Issue hasn't been assigned a status value.
Descriptive Problem Summary:

BYOND core segfault crashes from time to time in hosting server.

Numbered Steps to Reproduce Problem:

Don't know the cause exactly, but throughout hosting it will crash from time to time, mostly when a new round starts/ends, but not always.

Code Snippet (if applicable) to Reproduce Problem:
Application: dreamdaemon.exe
Framework Version: v4.0.30319
Description: The process was terminated due to an unhandled exception.
Exception Info: exception code c0000005, exception address 6D3F9675
Stack:

Faulting application name: dreamdaemon.exe, version: 5.0.512.1488, time stamp: 0x5d94fd60
Faulting module name: byondcore.dll, version: 5.0.512.1488, time stamp: 0x5d94fce6
Exception code: 0xc0000005
Fault offset: 0x00129675
Faulting process id: 0x47c
Faulting application start time: 0x01d5afcc913aff15
Faulting application path: C:\TGS\TGMC\BYOND\bin\dreamdaemon.exe
Faulting module path: C:\TGS\TGMC\BYOND\bin\byondcore.dll
Report Id: 16c92235-1bc5-11ea-80eb-00155d081311
Faulting package full name:
Faulting package-relative application ID:


I have several crash dumps that can annex, each with around 13MB.
Last one, related to this event: (EDIT: old link)
That crash is coming from within savefile code, where it's trying to keep track of the savefile's current state just before reading a value. The dump file gave me some information to trace this back to an input call, and it's on an input where the savefile path specified is not empty. (That is, you're using savefile["something"] >> myvar instead of savefile >> >> myvar.) However I don't have any more information than that, since info on the path name was not preserved. It appears that part of the internal structure used for handling savefiles is either bogus or corrupted, which of course shouldn't be possible.

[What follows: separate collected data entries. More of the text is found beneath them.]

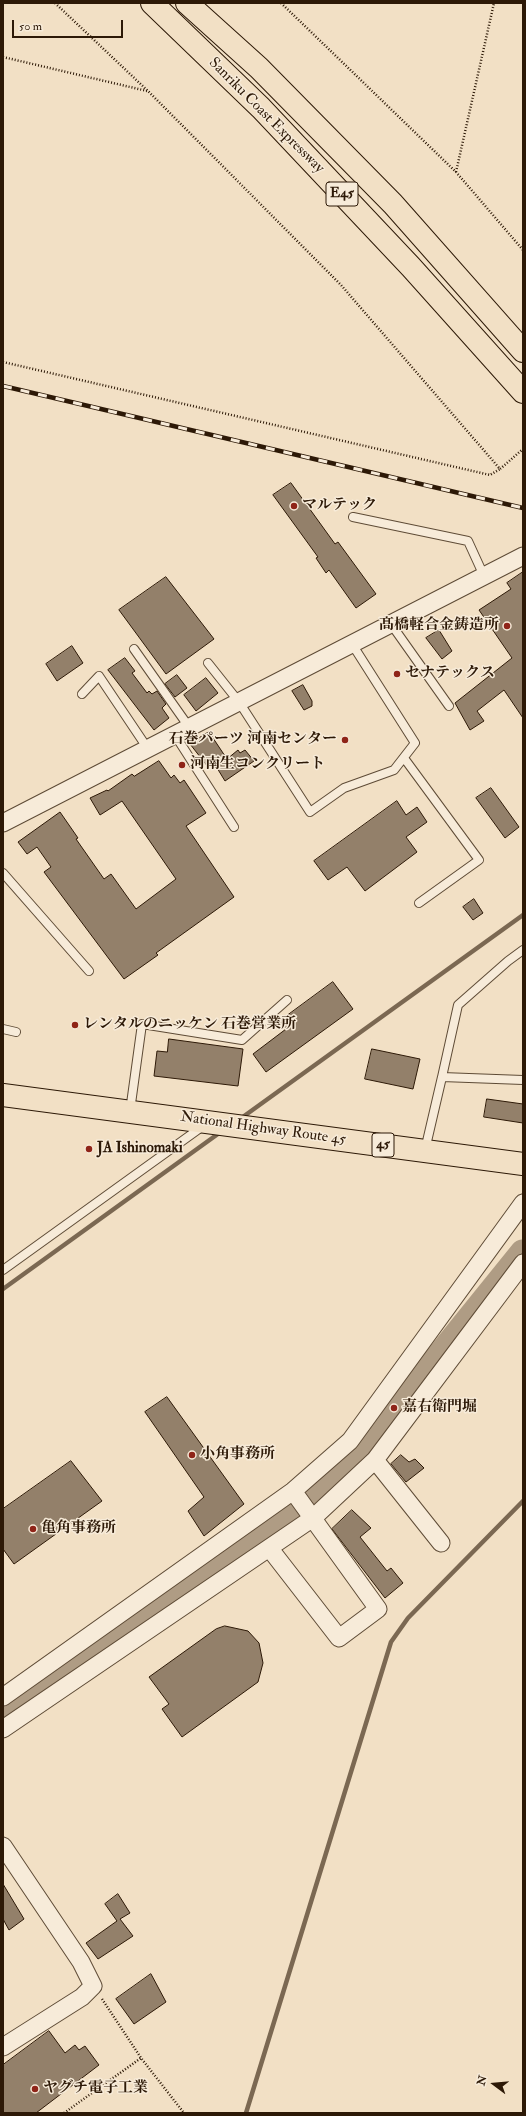 <!DOCTYPE html>
<meta charset="utf-8">
<style>
body{margin:0}
#map{position:relative;width:526px;height:2116px;overflow:hidden;background:#f2e0c5;font-family:"IM FELL Double Pica",serif}
canvas{display:block}
.frame{position:absolute;inset:0;border:4px solid #2d1907;pointer-events:none}
.north{position:absolute;left:474px;top:2064px;width:40px;height:40px;-webkit-text-stroke:3px #f7ebd9;paint-order:stroke;rotate:286deg;font-size:11px;font-weight:700;line-height:16px;text-align:center;color:#2d1907}
.north::after{content:'';display:block;margin:auto;width:14px;height:18px;background:#2d1907;clip-path:polygon(50% 0,100% 100%,50% 72%,0 100%)}
.scale{position:absolute;left:12px;top:20px;width:111px;height:18px;box-sizing:border-box;border:2px solid #2d1907;border-top:0;padding-left:5px;font-size:12px;line-height:14px;white-space:nowrap;color:#2d1907;-webkit-text-stroke:3px #f7ebd9;paint-order:stroke}
</style>
<div id="map">
<canvas width="526" height="2116"></canvas>
<div class="frame"></div>
<div class="north">N</div>
<div class="scale">50 m</div>
</div>
<script>
const ctx = document.querySelector('canvas').getContext('2d');
ctx.lineJoin = 'round';
function stroke(path, color, width, dash) {
  ctx.strokeStyle = color;
  ctx.lineWidth = width;
  ctx.lineCap = dash ? 'butt' : 'round';
  ctx.setLineDash(dash || []);
  ctx.stroke(path);
}
function paint(path, color) {
  ctx.fillStyle = color;
  ctx.fill(path, 'evenodd');
}
function label(font, color, halo, rows, align = 'center') {
  ctx.font = font + ' "IM FELL Double Pica","Noto Serif JP",serif';
  ctx.lineWidth = 3;
  ctx.setLineDash([]);
  ctx.textBaseline = 'middle';
  ctx.strokeStyle = halo;
  ctx.fillStyle = color;
  for (const [text, x, y, turn = 0] of rows) {
    ctx.save();
    ctx.translate(x, y);
    ctx.rotate((+turn || 0) * Math.PI / 180);
    ctx.textAlign = isNaN(turn) ? turn : align;
    if (halo) ctx.strokeText(text, 0, 0);
    ctx.fillText(text, 0, 0);
    ctx.restore();
  }
}
const stream = new Path2D(`
 M240,1119L523,915
 M3,1289L222,1131
 M246,2113L391,1642L408,1618L523,1501`);
const river = new Path2D(`
 M3,1710L306,1502L363,1451L523,1253`);
const building = new Path2D(`
 M291,483L335,544L338,542L376,594L356,608L329,570L326,573L316,558L318,557L273,495Z
 M523,572V718L504,690L477,711L484,721L470,730L455,703L512,658L479,610L511,589L507,583Z
 M166,577L214,639L166,674L119,610Z
 M439,630L452,651L442,659L426,638Z
 M72,646L83,663L57,681L46,664Z
 M125,658L135,671L132,673L147,693L149,691L152,694L157,691L166,704L162,708L169,718L154,730L108,670Z
 M177,675L187,688L175,697L165,684Z
 M206,678L218,693L196,711L184,695Z
 M303,685L312,701V706L304,710L292,691Z
 M209,732L227,759L238,750L240,753L245,750L254,761L225,781L214,763L208,767L190,744Z
 M159,761L171,778L174,775L180,783L184,780L206,813L186,826L234,897L156,953L158,955L124,979L44,872L51,867L37,847L27,854L18,842L60,812L78,838L76,839L104,879L111,874L136,909L176,879L122,801L100,815L90,798L107,790L108,791L132,774L134,776Z
 M491,788L519,827L505,838L476,798Z
 M397,801L406,815L417,807L427,822L406,837L417,852L365,891L347,867L328,880L314,861Z
 M474,899L483,913L473,920L463,907Z
 M333,982L353,1009L266,1072L253,1054L286,1029L280,1021Z
 M169,1039L243,1049L238,1086L154,1076L157,1051L167,1052Z
 M372,1049L420,1059L413,1089L365,1079Z
 M487,1099L523,1104V1123L484,1117Z
 M167,1397L244,1504L204,1536L188,1511L204,1497L145,1412Z
 M401,1455L409,1462L415,1459L424,1468L406,1482L391,1464Z
 M71,1461L102,1501L14,1564L3,1549V1509Z
 M352,1510L371,1528L360,1537L387,1571L391,1568L403,1583L385,1598L332,1529Z
 M225,1626L248,1631L259,1643L263,1663L258,1682L182,1737L162,1709L169,1704L149,1677L216,1629Z
 M3,1884L24,1919L9,1930L3,1919Z
 M118,1894L130,1913L120,1919L133,1936L98,1959L86,1943L117,1921L105,1904Z
 M151,1974L166,2002L134,2024L116,1999Z
 M49,2031L65,2053L75,2045L79,2050L85,2046L99,2065L36,2113H3V2065Z`);
const path = new Path2D(`
 M55,3L148,91L341,285L500,469L523,449
 M281,3L456,172L523,250
 M3,57L147,91
 M456,172L494,3
 M3,362L490,475L500,469
 M102,1999L141,2058L184,2113
 M64,2113L141,2058`);
const service = new Path2D(`
 M353,517L468,541L484,576
 M391,624L449,706
 M134,649L189,727
 M208,663L239,702L310,812L344,788L394,770L415,743L352,644
 M82,694L99,676L148,749
 M175,735L234,827
 M404,758L479,860L419,903
 M3,873L89,971
 M3,1029L16,1032
 M442,1077L458,1005L508,961L523,950
 M130,1111L142,1024L242,1040L287,1000
 M425,1150L442,1077L523,1080
 M3,1270L203,1126`);
const minor = new Path2D(`
 M3,823L523,556
 M375,1460L441,1543
 M270,1549L339,1638L378,1609L293,1491
 M3,1697L293,1491L350,1441L523,1203
 M3,1729L313,1518L375,1460L523,1263
 M3,1846L81,1962L93,1986L82,1997L3,2047`);
const trunk = new Path2D(`
 M3,1095L523,1164`);
const motorway = new Path2D(`
 M152,3L261,108L411,267L523,392
 M187,3L259,68L393,204L523,351`);
const rail = new Path2D(`
 M3,386L523,508`);
const markers = [
 [294,506,4,"#8f2418"],
 [507,626,4,"#8f2418"],
 [397,674,4,"#8f2418"],
 [345,740,4,"#8f2418"],
 [182,765,4,"#8f2418"],
 [75,1025,4,"#8f2418"],
 [89,1149,4,"#8f2418"],
 [394,1408,4,"#8f2418"],
 [192,1455,4,"#8f2418"],
 [33,1529,4,"#8f2418"],
 [35,2089,4,"#8f2418"]
];
const shields = [
 [342,194,32],
 [383,1145,22]
];
const shieldNames = [
 ["E45",342,194],
 ["45",383,1145]
];
const streetNames = [
 ["Sanriku Coast Expressway",266,116,45],
 ["National Highway Route 45",263,1129,8]
];
const poiNames = [
 ["マルテック",302,506],
 ["髙橋軽合金鋳造所",499,626,"right"],
 ["セナテックス",405,674],
 ["石巻パーツ 河南センター",337,740,"right"],
 ["河南生コンクリート",190,765],
 ["レンタルのニッケン 石巻営業所",83,1025],
 ["JA Ishinomaki",97,1149],
 ["嘉右衛門堀",402,1408],
 ["小角事務所",200,1455],
 ["亀角事務所",41,1529],
 ["ヤグチ電子工業",43,2089]
];
stroke(stream, '#7b6852', 4.5);
stroke(river, '#af9c84', 27);
paint(building, '#93806a');
stroke(building, '#2d1907', 1);
stroke(service, '#5e4b36', 10);
stroke(minor, '#5e4b36', 19);
stroke(trunk, '#2d1907', 24);
stroke(motorway, '#2d1907', 24);
stroke(path, '#2d1907', 2.5, [1, 2]);
stroke(service, '#f7ebd9', 8);
stroke(minor, '#f7ebd9', 17);
stroke(trunk, '#f2e0c5', 22);
stroke(motorway, '#f2e0c5', 22);
stroke(rail, '#2d1907', 4.5);
stroke(rail, '#f7ebd9', 3, [9]);
for (const [x, y, r, color] of markers) {
  const dot = new Path2D();
  dot.arc(x, y, r, 0, 2 * Math.PI);
  ctx.fillStyle = color;
  ctx.fill(dot);
  stroke(dot, '#f7ebd9', 1.5);
}
for (const [x, y, w] of shields) {
  const box = new Path2D();
  box.roundRect(x - w / 2, y - 12, w, 24, 3);
  ctx.fillStyle = '#f7ebd9';
  ctx.fill(box);
  stroke(box, '#2d1907', 1);
}
label('bold 14px', '#2d1907', null, shieldNames);
label('15px', '#2d1907', '#f7ebd9', streetNames);
label('bold 15px', '#2d1907', '#f7ebd9', poiNames, 'left');
</script>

I would recommend trying to switch to 513, because it's possible that some of the fixes made since 512.1488 have rendered this issue moot.

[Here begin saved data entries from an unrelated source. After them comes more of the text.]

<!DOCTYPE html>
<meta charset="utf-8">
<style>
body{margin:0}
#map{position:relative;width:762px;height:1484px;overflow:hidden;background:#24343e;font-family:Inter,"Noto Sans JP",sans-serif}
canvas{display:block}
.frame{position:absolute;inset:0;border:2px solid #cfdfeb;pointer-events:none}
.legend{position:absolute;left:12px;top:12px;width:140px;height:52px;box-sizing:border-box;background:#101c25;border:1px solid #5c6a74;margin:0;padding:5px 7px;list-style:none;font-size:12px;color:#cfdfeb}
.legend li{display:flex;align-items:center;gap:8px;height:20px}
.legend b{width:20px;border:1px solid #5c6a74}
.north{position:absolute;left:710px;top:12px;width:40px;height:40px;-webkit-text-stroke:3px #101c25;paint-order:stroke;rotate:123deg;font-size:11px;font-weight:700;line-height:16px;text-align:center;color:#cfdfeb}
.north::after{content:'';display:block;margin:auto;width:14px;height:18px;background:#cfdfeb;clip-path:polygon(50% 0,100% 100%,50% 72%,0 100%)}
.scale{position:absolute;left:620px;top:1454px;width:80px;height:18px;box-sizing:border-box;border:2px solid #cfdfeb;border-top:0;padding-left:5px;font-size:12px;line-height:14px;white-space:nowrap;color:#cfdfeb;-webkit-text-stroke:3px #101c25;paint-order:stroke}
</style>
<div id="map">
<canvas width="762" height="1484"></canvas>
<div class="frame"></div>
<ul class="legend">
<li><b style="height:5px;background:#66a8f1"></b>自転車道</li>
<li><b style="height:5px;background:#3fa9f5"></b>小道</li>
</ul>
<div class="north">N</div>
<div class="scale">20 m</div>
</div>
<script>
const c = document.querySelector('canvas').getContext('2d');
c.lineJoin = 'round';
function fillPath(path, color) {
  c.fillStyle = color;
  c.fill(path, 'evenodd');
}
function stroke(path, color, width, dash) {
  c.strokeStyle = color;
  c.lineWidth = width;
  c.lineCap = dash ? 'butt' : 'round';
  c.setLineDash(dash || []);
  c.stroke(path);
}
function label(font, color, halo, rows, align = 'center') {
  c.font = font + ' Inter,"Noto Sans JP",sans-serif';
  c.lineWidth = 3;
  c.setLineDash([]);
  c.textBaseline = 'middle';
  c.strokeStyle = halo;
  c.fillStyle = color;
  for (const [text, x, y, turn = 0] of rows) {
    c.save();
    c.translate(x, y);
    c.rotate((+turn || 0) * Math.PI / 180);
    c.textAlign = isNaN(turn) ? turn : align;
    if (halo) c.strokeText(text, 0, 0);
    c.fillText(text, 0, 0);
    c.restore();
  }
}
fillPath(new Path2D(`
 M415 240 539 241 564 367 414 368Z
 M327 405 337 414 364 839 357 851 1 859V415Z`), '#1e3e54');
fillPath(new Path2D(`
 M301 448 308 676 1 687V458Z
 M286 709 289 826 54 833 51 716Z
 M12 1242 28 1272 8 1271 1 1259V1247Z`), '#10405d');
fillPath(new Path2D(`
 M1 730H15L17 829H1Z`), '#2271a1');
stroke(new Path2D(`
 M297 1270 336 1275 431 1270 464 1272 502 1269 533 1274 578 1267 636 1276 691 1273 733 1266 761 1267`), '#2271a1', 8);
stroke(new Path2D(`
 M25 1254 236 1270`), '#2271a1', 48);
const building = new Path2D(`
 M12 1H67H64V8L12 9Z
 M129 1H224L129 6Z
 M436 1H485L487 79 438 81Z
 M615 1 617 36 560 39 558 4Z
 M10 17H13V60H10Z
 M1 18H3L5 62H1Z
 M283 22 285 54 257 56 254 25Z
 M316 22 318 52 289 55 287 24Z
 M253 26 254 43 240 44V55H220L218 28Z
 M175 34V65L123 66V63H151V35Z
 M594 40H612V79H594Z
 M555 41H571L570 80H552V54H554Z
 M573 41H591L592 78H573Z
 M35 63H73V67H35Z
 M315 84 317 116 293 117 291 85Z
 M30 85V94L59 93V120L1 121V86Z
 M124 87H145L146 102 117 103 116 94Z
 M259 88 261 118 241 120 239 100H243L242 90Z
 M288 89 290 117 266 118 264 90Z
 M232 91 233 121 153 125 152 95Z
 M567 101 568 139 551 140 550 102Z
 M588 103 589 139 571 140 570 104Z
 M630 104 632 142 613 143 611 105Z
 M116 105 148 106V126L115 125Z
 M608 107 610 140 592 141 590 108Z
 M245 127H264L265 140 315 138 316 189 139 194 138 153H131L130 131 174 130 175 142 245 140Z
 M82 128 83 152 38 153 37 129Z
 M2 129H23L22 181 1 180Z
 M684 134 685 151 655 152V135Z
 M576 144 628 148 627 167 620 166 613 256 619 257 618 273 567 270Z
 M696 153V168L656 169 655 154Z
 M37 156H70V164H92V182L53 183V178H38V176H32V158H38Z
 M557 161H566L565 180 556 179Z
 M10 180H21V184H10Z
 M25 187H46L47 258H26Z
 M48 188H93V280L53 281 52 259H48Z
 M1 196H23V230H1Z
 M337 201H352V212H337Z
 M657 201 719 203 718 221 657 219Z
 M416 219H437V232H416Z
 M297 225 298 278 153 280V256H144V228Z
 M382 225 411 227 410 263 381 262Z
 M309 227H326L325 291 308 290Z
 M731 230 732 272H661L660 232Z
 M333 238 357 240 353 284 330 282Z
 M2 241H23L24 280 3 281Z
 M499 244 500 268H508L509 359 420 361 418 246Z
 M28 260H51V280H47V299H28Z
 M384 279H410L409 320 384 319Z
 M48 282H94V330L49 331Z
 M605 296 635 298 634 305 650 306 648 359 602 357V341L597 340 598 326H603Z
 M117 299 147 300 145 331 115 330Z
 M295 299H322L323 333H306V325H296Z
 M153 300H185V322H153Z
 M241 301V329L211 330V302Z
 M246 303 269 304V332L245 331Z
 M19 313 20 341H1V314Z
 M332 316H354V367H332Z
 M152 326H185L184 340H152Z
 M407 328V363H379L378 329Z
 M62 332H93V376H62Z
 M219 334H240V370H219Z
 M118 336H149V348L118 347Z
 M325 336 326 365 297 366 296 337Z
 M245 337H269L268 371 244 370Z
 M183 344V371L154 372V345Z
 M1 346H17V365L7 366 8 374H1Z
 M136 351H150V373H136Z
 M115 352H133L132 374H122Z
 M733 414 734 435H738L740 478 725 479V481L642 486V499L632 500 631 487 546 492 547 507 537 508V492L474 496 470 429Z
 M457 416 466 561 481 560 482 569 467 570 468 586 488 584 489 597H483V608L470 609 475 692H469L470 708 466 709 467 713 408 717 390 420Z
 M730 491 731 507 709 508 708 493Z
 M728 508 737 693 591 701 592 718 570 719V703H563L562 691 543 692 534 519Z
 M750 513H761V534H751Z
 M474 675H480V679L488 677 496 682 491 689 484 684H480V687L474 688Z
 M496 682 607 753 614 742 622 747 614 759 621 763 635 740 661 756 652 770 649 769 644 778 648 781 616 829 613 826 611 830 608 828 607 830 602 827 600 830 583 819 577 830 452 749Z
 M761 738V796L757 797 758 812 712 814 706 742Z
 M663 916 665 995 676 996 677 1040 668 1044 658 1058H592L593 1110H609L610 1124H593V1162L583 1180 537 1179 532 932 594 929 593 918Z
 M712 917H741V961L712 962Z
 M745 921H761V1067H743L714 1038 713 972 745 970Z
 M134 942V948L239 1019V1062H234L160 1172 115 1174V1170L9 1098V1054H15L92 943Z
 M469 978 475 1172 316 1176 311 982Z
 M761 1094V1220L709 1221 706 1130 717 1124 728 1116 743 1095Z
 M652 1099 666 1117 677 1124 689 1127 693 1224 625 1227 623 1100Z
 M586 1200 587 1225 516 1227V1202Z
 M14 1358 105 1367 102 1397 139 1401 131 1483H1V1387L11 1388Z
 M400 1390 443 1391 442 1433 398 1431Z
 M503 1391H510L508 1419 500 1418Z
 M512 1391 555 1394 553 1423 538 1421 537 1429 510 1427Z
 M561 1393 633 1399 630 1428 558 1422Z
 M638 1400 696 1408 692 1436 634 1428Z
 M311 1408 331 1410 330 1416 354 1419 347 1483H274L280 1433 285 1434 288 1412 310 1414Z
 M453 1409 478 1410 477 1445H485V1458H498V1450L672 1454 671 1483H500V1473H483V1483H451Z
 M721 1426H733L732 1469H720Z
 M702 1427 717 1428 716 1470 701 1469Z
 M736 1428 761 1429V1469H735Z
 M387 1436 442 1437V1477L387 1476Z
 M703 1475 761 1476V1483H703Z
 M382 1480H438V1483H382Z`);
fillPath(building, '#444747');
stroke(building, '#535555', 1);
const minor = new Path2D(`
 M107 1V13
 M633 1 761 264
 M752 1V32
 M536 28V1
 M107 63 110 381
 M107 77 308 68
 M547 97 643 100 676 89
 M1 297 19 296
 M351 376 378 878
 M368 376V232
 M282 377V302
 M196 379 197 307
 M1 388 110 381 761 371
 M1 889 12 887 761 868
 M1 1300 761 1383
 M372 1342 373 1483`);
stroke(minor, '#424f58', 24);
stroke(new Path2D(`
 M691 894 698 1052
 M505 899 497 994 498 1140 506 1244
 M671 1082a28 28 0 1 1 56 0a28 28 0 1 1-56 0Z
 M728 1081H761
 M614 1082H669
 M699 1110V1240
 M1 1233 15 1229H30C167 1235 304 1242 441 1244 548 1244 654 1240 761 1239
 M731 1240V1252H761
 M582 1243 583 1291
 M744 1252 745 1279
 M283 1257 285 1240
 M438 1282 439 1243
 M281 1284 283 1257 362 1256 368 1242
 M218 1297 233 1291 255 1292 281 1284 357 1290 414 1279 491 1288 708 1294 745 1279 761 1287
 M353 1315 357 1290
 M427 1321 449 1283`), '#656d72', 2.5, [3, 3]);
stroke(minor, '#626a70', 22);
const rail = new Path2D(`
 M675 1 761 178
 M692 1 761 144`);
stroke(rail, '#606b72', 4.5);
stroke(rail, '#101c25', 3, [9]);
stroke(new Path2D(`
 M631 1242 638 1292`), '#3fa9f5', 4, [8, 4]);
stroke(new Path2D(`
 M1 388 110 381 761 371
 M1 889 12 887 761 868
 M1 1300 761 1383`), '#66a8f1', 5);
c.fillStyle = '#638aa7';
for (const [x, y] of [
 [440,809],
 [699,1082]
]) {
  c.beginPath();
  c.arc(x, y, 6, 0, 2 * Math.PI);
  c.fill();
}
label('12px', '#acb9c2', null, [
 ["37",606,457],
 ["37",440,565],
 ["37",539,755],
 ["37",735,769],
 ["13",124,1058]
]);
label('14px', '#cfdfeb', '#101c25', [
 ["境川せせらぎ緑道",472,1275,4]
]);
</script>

It's also possible that your server was out of memory, which can cause all sorts of weird issues as things fail to allocate and not everything is sanity-checked. If that's the case, 513 is unlikely to help but you can look for ways to decrease the server's memory footprint. The big question is whether this is possibly the case; it would help to know what typical memory usage looks like for your server. If you have other crash reports that show a different offset for the crash, then I think memory exhaustion is a very strong candidate.
On DreamDaemon memory usage:
https://pastebin.com/3XusHSUr

Last lines there:
[3:19:30 AM]: CPU: 013% Memory: 276868KB
[3:19:35 AM]: CPU: 009% Memory: 276868KB
[3:19:40 AM]: CPU: 007% Memory: 276868KB
[3:19:45 AM]: CPU: 007% Memory: 276868KB
[3:19:50 AM]: Crash detected! Exit code: 255


By comparison, right now:
[6:57:08 PM]: CPU: 011% Memory: 361856KB
[6:57:13 PM]: CPU: 010% Memory: 361856KB
[6:57:18 PM]: CPU: 012% Memory: 361904KB
[6:57:23 PM]: CPU: 012% Memory: 362024KB
[6:57:28 PM]: CPU: 010% Memory: 362344KB


Right now our server is at 49% total assigned memory usage (2GB out of 4). It's on the same box as /tg/'s Bagil and Sybil, besides their wiki and forums.

I'll see about monitoring the memory usage, but I don't think that's likely to be an issue.

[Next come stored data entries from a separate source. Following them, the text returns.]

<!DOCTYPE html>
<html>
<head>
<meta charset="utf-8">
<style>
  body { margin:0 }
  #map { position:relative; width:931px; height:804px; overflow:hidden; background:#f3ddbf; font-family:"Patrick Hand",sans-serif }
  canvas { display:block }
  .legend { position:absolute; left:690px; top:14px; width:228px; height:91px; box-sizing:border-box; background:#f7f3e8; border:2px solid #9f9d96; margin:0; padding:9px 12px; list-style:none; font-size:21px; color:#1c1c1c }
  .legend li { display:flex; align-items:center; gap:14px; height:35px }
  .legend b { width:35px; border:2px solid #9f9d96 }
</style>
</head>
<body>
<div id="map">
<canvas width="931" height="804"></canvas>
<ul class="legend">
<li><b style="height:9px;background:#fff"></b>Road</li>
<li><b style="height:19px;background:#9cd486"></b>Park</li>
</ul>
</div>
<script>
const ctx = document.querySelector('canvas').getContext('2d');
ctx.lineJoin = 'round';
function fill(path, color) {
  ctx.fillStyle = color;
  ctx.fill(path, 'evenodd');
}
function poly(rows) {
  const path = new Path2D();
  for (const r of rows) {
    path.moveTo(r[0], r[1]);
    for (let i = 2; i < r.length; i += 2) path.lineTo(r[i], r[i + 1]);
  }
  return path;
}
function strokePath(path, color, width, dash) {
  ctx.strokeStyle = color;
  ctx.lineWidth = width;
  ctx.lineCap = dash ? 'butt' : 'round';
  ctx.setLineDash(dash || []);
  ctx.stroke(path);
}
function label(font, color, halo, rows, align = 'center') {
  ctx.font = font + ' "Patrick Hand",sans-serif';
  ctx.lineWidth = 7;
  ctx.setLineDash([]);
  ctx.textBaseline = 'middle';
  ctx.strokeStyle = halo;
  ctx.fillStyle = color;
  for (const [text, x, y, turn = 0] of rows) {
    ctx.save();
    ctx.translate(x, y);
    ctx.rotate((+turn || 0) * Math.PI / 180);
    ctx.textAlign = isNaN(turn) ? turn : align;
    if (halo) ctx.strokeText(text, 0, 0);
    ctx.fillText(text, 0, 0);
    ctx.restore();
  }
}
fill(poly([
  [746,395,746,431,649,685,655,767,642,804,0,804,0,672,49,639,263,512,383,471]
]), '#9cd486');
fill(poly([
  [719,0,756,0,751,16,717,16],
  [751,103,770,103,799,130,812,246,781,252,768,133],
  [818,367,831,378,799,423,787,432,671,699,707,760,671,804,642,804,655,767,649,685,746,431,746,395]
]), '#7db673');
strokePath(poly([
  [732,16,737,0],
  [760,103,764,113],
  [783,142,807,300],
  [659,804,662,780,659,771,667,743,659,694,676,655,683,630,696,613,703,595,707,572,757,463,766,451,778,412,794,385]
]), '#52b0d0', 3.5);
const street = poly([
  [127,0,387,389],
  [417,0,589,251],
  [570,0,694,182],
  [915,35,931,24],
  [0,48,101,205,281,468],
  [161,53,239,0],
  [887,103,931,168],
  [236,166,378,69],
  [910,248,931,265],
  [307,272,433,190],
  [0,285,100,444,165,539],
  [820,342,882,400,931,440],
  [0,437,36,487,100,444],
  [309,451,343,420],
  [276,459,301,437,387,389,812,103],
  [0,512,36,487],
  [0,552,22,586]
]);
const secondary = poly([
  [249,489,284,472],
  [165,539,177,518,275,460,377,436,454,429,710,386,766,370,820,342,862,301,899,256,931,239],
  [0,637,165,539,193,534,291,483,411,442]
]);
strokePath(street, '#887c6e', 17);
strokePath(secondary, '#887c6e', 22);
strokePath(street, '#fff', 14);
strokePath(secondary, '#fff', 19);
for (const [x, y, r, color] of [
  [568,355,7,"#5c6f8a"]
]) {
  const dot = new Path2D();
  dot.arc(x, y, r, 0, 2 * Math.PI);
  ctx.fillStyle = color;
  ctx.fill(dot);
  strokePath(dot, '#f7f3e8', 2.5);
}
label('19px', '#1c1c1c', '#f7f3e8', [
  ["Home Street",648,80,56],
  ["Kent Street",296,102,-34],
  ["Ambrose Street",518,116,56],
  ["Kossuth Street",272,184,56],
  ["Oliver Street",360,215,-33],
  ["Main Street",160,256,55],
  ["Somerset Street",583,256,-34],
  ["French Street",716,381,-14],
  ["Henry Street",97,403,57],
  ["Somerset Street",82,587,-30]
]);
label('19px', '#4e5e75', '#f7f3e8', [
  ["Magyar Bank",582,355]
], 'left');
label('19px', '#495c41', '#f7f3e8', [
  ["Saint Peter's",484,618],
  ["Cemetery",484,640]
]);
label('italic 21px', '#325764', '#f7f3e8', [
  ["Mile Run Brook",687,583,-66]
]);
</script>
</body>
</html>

On switching to 513, we eventually will, probably along with /tg/, but from what I gather there are some issues that need smoothing out first.
513 is largely smoothed out already. About the only thing I can figure SS13 would need to deal with would be making sure all the HTML interfaces had the right meta tag to use UTF-8 encoding.

From the data in your file I would have to agree memory is likely not the issue. I'm not as sure what you mean about 49% total assigned memory usage, though; if your server ever did get near using 2GB it would be very prone to crash, since 2GB is the most Dream Daemon can use and it will actually fail before that point. But 275 MB or 360 MB are nowhere near that.

My suggestion would be to continue monitoring the situation to see if you can get more data about what's being loaded and from where. You might be able to discover a specific savefile is at fault, and if so maybe it'll be possible to suss out 1) specifically where in your code the crash is occurring, and 2) what's in that savefile. This is of course assuming all your crashes remain somewhat consistent and point to savefiles as a matter of routine.
Sorry, the issues needing some smoothing out are ours, not BYOND's. Chiefly needing to update BSQL before we can move to 513. Again, we are riding /tg/'s train here.

By 50% memory usage I mean all the server's processes, not just dream daemon: https://i.imgur.com/gdQ9HXY.png
There should be plenty to spare.

I'll see to logging data loads and saves as suggested by our host as well.
There's other crash dumps if you'd like for comparison, for example: (EDIT: old link)
I cannot really say if they are the same cause or not, but the pattern seems similar.
Update: found the exact place where it crashes.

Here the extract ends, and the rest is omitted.